Would you repeat the entries beneath, with nothing changed?

[Stored data]
· · · ·

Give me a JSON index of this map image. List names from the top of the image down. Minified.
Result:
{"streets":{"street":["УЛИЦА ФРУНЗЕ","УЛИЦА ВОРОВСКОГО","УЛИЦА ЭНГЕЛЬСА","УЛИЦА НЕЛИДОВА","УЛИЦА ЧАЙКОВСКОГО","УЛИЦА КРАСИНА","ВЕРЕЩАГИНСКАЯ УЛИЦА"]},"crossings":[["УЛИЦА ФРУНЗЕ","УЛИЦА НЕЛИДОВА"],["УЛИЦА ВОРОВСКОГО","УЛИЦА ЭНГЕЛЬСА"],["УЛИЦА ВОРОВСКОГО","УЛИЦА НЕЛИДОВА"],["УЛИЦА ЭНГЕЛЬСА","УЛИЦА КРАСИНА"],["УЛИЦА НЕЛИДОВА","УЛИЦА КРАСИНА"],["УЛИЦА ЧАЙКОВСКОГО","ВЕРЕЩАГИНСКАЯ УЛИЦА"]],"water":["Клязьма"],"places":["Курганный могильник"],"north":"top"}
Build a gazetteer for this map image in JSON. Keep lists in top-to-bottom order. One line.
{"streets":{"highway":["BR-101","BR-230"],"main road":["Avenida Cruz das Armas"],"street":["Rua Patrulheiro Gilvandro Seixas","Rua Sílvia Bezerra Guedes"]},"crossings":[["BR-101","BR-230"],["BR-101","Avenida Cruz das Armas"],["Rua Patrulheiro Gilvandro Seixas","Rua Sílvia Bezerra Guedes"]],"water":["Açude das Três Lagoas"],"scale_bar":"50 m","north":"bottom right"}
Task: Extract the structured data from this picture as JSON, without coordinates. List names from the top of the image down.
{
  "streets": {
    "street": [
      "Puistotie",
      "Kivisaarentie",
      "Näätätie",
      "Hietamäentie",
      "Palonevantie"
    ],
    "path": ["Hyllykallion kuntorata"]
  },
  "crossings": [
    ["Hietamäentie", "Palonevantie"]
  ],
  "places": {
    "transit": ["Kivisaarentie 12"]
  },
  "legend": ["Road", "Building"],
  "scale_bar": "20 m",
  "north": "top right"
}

· · · ·

EXPECTED ANSWER
Give me a JSON index of this map image. List names from the top of the image down. Minified.
Result:
{"streets":{"street":["УЛИЦА ФРУНЗЕ","УЛИЦА ВОРОВСКОГО","УЛИЦА ЭНГЕЛЬСА","УЛИЦА НЕЛИДОВА","УЛИЦА ЧАЙКОВСКОГО","УЛИЦА КРАСИНА","ВЕРЕЩАГИНСКАЯ УЛИЦА"]},"crossings":[["УЛИЦА ФРУНЗЕ","УЛИЦА НЕЛИДОВА"],["УЛИЦА ВОРОВСКОГО","УЛИЦА ЭНГЕЛЬСА"],["УЛИЦА ВОРОВСКОГО","УЛИЦА НЕЛИДОВА"],["УЛИЦА ЭНГЕЛЬСА","УЛИЦА КРАСИНА"],["УЛИЦА НЕЛИДОВА","УЛИЦА КРАСИНА"],["УЛИЦА ЧАЙКОВСКОГО","ВЕРЕЩАГИНСКАЯ УЛИЦА"]],"water":["Клязьма"],"places":["Курганный могильник"],"north":"top"}
Build a gazetteer for this map image in JSON. Keep lists in top-to-bottom order. One line.
{"streets":{"highway":["BR-101","BR-230"],"main road":["Avenida Cruz das Armas"],"street":["Rua Patrulheiro Gilvandro Seixas","Rua Sílvia Bezerra Guedes"]},"crossings":[["BR-101","BR-230"],["BR-101","Avenida Cruz das Armas"],["Rua Patrulheiro Gilvandro Seixas","Rua Sílvia Bezerra Guedes"]],"water":["Açude das Três Lagoas"],"scale_bar":"50 m","north":"bottom right"}
Task: Extract the structured data from this picture as JSON, without coordinates. List names from the top of the image down.
{
  "streets": {
    "street": [
      "Puistotie",
      "Kivisaarentie",
      "Näätätie",
      "Hietamäentie",
      "Palonevantie"
    ],
    "path": ["Hyllykallion kuntorata"]
  },
  "crossings": [
    ["Hietamäentie", "Palonevantie"]
  ],
  "places": {
    "transit": ["Kivisaarentie 12"]
  },
  "legend": ["Road", "Building"],
  "scale_bar": "20 m",
  "north": "top right"
}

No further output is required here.